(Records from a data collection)

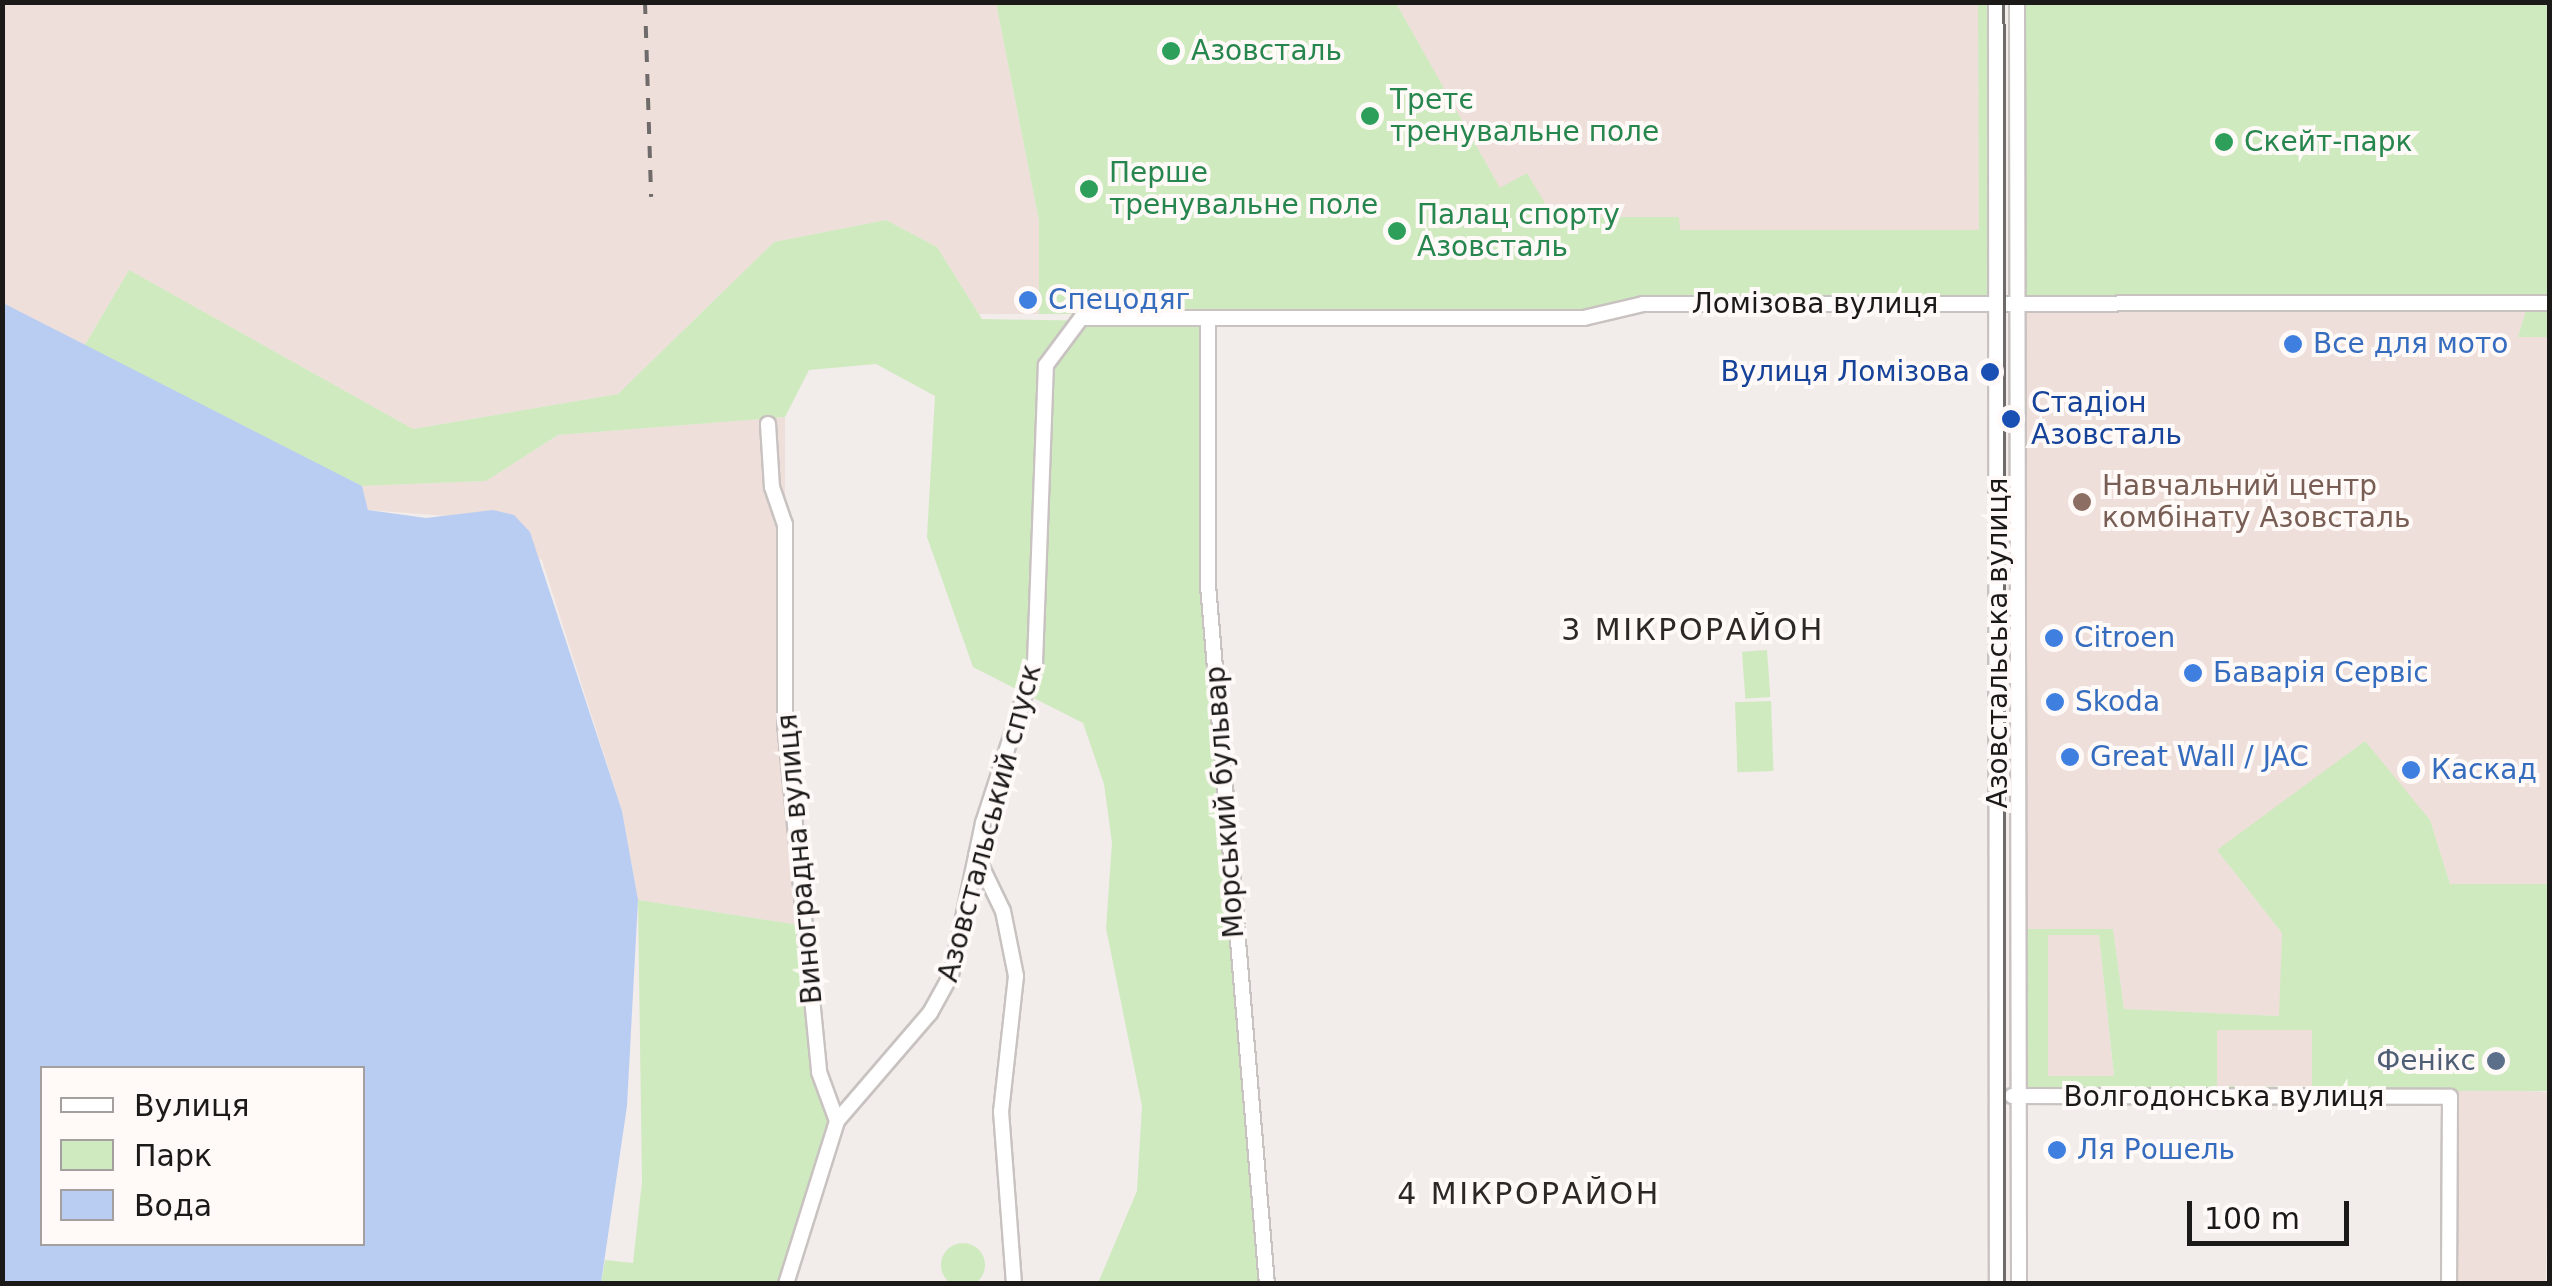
<!DOCTYPE html>
<meta charset="utf-8">
<style>
body{margin:0}
#map{position:relative;width:2552px;height:1286px;overflow:hidden;background:#f2ecea;font-family:"DejaVu Sans",sans-serif}
div>[style]{position:absolute}
[style*='--x']{left:calc(var(--x)*1px);top:calc(var(--y)*1px);width:calc(var(--w)*1px);rotate:calc(var(--a)*1deg)}
.built>*{inset:0;background:#eedfda;transform-origin:0 0}
.green>*{inset:0;background:#cfeabf;transform-origin:0 0}
.round{border-radius:50%}
.water>*{inset:0;background:#b9cdf3}
.roads{filter:drop-shadow(2px 0 #c8c2c0) drop-shadow(-2px 0 #c8c2c0) drop-shadow(0 2px #c8c2c0) drop-shadow(0 -2px #c8c2c0)}
.minor>*{height:14px;margin:-7px;padding:0 7px;transform-origin:7px;border-radius:7px;background:#fff}
.tram>*{height:2.5px;margin:-1.25px;padding:0 1.25px;transform-origin:1.25px;border-radius:1.25px;background:#6e6b6a}
.rail>*{height:4px;margin-top:-2px;transform-origin:0;background:repeating-linear-gradient(90deg,#6e6b6a 0 12px,transparent 0 24px)}
.dots>*{width:28px;height:28px;translate:-50% -50%;box-sizing:border-box;border:5px solid #fffaf8;border-radius:50%}
span{translate:-50% -50%;white-space:nowrap;text-align:center;line-height:1.15;-webkit-text-stroke:8px #fffaf8;paint-order:stroke}
.leisure-label{font-size:28px;color:#27864d}
.left{translate:0 -50%;text-align:left}
.shop-label{font-size:28px;color:#366cbe}
.street-label{font-size:28px;color:#1c1a19}
.transit-label{font-size:28px;color:#164399}
.right{translate:-100% -50%;text-align:right}
.education-label{font-size:28px;color:#785e54}
.service-label{font-size:28px;color:#4e5e75}
.neighbourhood-label{font-size:30px;color:#2c2826;letter-spacing:2.5px}
.frame{position:absolute;inset:0;border:5px solid #1c1a19;pointer-events:none}
.legend{position:absolute;left:40px;top:1066px;width:325px;height:180px;box-sizing:border-box;background:#fffaf8;border:2px solid #a4a09f;margin:0;padding:12px 18px;list-style:none;font-size:30px;color:#1c1a19}
.legend li{display:flex;align-items:center;gap:20px;height:50px}
.legend b{width:50px;border:2px solid #a4a09f}
.scale{position:absolute;left:2187px;top:1201px;width:162px;height:45px;box-sizing:border-box;border:5px solid #1c1a19;border-top:0;padding-left:12px;font-size:30px;line-height:35px;white-space:nowrap;color:#1c1a19;-webkit-text-stroke:8px #fffaf8;paint-order:stroke}
</style>
<div id="map">
<div class="built">
<div style="clip-path:polygon(3px 3px,996px 3px,1039px 221px,1039px 314px,979px 314px,937px 247px,886px 220px,774px 242px,618px 394px,413px 429px,129px 270px,82px 350px,3px 303px)"></div>
<div style="clip-path:polygon(1396px 3px,1978px 3px,1980px 230px,1679px 230px,1678px 217px,1553px 217px,1500px 189px)"></div>
<div style="clip-path:polygon(2527px 307px,2518px 337px,2550px 337px,2549px 884px,2450px 884px,2430px 820px,2217px 850px,2282px 933px,2280px 1016px,2124px 1009px,2113px 930px,2025px 929px,2025px 308px)"></div>
<div style="clip-path:polygon(785px 417px,785px 723px,806px 926px,638px 900px,622px 811px,542px 560px,449px 516px,368px 510px,362px 486px,486px 481px,558px 435px)"></div>
<div style="clip-path:polygon(2048px 934px,2099px 935px,2114px 1077px,2048px 1077px)"></div>
<div style="left:2216px;top:1030px;width:96px;height:56px"></div>
<div style="left:2456px;top:1090px;width:93px;height:194px;rotate:1deg"></div>
</div>
<div class="green">
<div style="clip-path:polygon(996px 3px,1396px 3px,1500px 188px,1527px 173px,1553px 217px,1679px 217px,1680px 230px,1979px 230px,1978px 3px,1990px 3px,1992px 299px,1581px 313px,1039px 314px,1039px 221px)"></div>
<div style="left:2023px;top:3px;width:526px;height:297px"></div>
<div style="clip-path:polygon(886px 220px,937px 247px,982px 319px,1203px 323px,1202px 587px,1263px 1283px,1098px 1283px,1137px 1191px,1142px 1106px,1106px 928px,1112px 843px,1104px 784px,1083px 723px,973px 667px,927px 537px,935px 396px,876px 364px,809px 370px,785px 417px,558px 435px,486px 481px,362px 486px,82px 350px,129px 270px,413px 429px,618px 394px,774px 242px)"></div>
<div style="clip-path:polygon(2527px 307px,2549px 307px,2549px 337px,2518px 337px)"></div>
<div style="left:1767px;top:650px;width:47px;height:25px;rotate:86deg"></div>
<div style="left:1771px;top:701px;width:70px;height:36px;rotate:88deg"></div>
<div style="clip-path:polygon(evenodd,2365px 741px,2430px 820px,2450px 884px,2549px 884px,2549px 1091px,2026px 1090px,2025px 929px,2113px 929px,2124px 1009px,2279px 1016px,2282px 933px,2217px 850px,2365px 741px,2048px 935px,2099px 935px,2114px 1076px,2048px 1076px,2048px 935px,2365px 741px,2217px 1030px,2312px 1030px,2312px 1087px,2217px 1086px,2217px 1030px)"></div>
<div style="clip-path:polygon(638px 900px,806px 926px,819px 1072px,837px 1121px,789px 1283px,601px 1284px,605px 1260px,633px 1263px,642px 1182px)"></div>
<div class="round" style="left:941px;top:1243px;width:44px;height:44px"></div>
</div>
<div class="water">
<div style="clip-path:polygon(evenodd,3px 303px,362px 486px,368px 510px,426px 518px,493px 510px,514px 515px,530px 532px,622px 811px,638px 900px,627px 1106px,601px 1283px,3px 1283px,3px 303px,42px 1068px,362px 1068px,362px 1244px,42px 1244px,42px 1068px)"></div>
</div>
<div class="roads">
<div class="minor">
<div style="--x:1996;--y:2;--w:1282;--a:89.96"></div>
<div style="--x:2017;--y:2;--w:1282;--a:89.91"></div>
<div style="--x:1208;--y:318;--w:267;--a:90"></div>
<div style="--x:1208;--y:585;--w:701;--a:85.18"></div>
<div style="--x:768;--y:424;--w:63;--a:86.4"></div>
<div style="--x:772;--y:487;--w:39;--a:71"></div>
<div style="--x:785;--y:524;--w:199;--a:90"></div>
<div style="--x:785;--y:723;--w:351;--a:84.4"></div>
<div style="--x:819;--y:1072;--w:52;--a:69.8"></div>
<div style="--x:976;--y:855;--w:62;--a:64.3"></div>
<div style="--x:1003;--y:911;--w:66;--a:78.7"></div>
<div style="--x:1016;--y:976;--w:136;--a:96.3"></div>
<div style="--x:1001;--y:1111;--w:173;--a:85.7"></div>
<div style="--x:2012;--y:1096;--w:438;--a:0.1"></div>
<div style="--x:2450;--y:1097;--w:187;--a:90.3"></div>
<div style="--x:786;--y:1284;--w:171;--a:-72.6"></div>
<div style="--x:837;--y:1121;--w:143;--a:-49.3"></div>
<div style="--x:930;--y:1013;--w:43;--a:-61.1"></div>
<div style="--x:951;--y:975;--w:155;--a:-78.1"></div>
<div style="--x:983;--y:823;--w:168;--a:-72"></div>
<div style="--x:1035;--y:663;--w:298;--a:-87.9"></div>
<div style="--x:1046;--y:365;--w:59;--a:-53.3"></div>
<div style="--x:1081;--y:318;--w:503;--a:0"></div>
<div style="--x:1584;--y:318;--w:61;--a:-13.3"></div>
<div style="--x:1643;--y:304;--w:907;--a:-0.06"></div>
</div>
</div>
<div class="tram">
<div style="--x:2004;--y:2;--w:1282;--a:89.96"></div>
</div>
<div class="rail">
<div style="--x:645;--y:2;--w:195;--a:88.2"></div>
</div>
<div class="dots">
<div style="left:1171px;top:51px;background:#2e9e5b"></div>
<div style="left:1370px;top:116px;background:#2e9e5b"></div>
<div style="left:2224px;top:142px;background:#2e9e5b"></div>
<div style="left:1089px;top:189px;background:#2e9e5b"></div>
<div style="left:1397px;top:231px;background:#2e9e5b"></div>
<div style="left:1028px;top:300px;background:#3f7fe0"></div>
<div style="left:2293px;top:344px;background:#3f7fe0"></div>
<div style="left:1990px;top:372px;background:#1a4fb4"></div>
<div style="left:2011px;top:419px;background:#1a4fb4"></div>
<div style="left:2082px;top:502px;background:#8d6e63"></div>
<div style="left:2054px;top:638px;background:#3f7fe0"></div>
<div style="left:2193px;top:673px;background:#3f7fe0"></div>
<div style="left:2055px;top:702px;background:#3f7fe0"></div>
<div style="left:2070px;top:757px;background:#3f7fe0"></div>
<div style="left:2411px;top:770px;background:#3f7fe0"></div>
<div style="left:2496px;top:1061px;background:#5c6f8a"></div>
<div style="left:2057px;top:1150px;background:#3f7fe0"></div>
</div>
<div class="leisure-label">
<span class="left" style="left:1191px;top:51px">Азовсталь</span>
<span class="left" style="left:1390px;top:116px">Третє<br>тренувальне поле</span>
<span class="left" style="left:2244px;top:142px">Скейт-парк</span>
<span class="left" style="left:1109px;top:189px">Перше<br>тренувальне поле</span>
<span class="left" style="left:1417px;top:231px">Палац спорту<br>Азовсталь</span>
</div>
<div class="shop-label">
<span class="left" style="left:1048px;top:300px">Спецодяг</span>
<span class="left" style="left:2313px;top:344px">Все для мото</span>
<span class="left" style="left:2074px;top:638px">Citroen</span>
<span class="left" style="left:2213px;top:673px">Баварія Сервіс</span>
<span class="left" style="left:2075px;top:702px">Skoda</span>
<span class="left" style="left:2090px;top:757px">Great Wall / JAC</span>
<span class="left" style="left:2431px;top:770px">Каскад</span>
<span class="left" style="left:2077px;top:1150px">Ля Рошель</span>
</div>
<div class="street-label">
<span style="left:1815px;top:304px">Ломізова вулиця</span>
<span style="left:1998px;top:643px;rotate:-90deg">Азовстальська вулиця</span>
<span style="left:1225px;top:802px;rotate:-94deg">Морський бульвар</span>
<span style="left:990px;top:823px;rotate:-75deg">Азовстальський спуск</span>
<span style="left:800px;top:859px;rotate:-95deg">Виноградна вулиця</span>
<span style="left:2224px;top:1097px">Волгодонська вулиця</span>
</div>
<div class="transit-label">
<span class="right" style="left:1970px;top:372px">Вулиця Ломізова</span>
<span class="left" style="left:2031px;top:419px">Стадіон<br>Азовсталь</span>
</div>
<div class="education-label">
<span class="left" style="left:2102px;top:502px">Навчальний центр<br>комбінату Азовсталь</span>
</div>
<div class="service-label">
<span class="right" style="left:2476px;top:1061px">Фенікс</span>
</div>
<div class="neighbourhood-label">
<span style="left:1693px;top:630px">3 МІКРОРАЙОН</span>
<span style="left:1529px;top:1194px">4 МІКРОРАЙОН</span>
</div>
<div class="frame"></div>
<ul class="legend">
<li><b style="height:12px;background:#fff"></b>Вулиця</li>
<li><b style="height:28px;background:#cfeabf"></b>Парк</li>
<li><b style="height:28px;background:#b9cdf3"></b>Вода</li>
</ul>
<div class="scale">100 m</div>
</div>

- **Task directions**: Which lines in the data above hold the word "street"? Return each of them.

- **Result for this exercise**:
.street-label{font-size:28px;color:#1c1a19}
<div class="street-label">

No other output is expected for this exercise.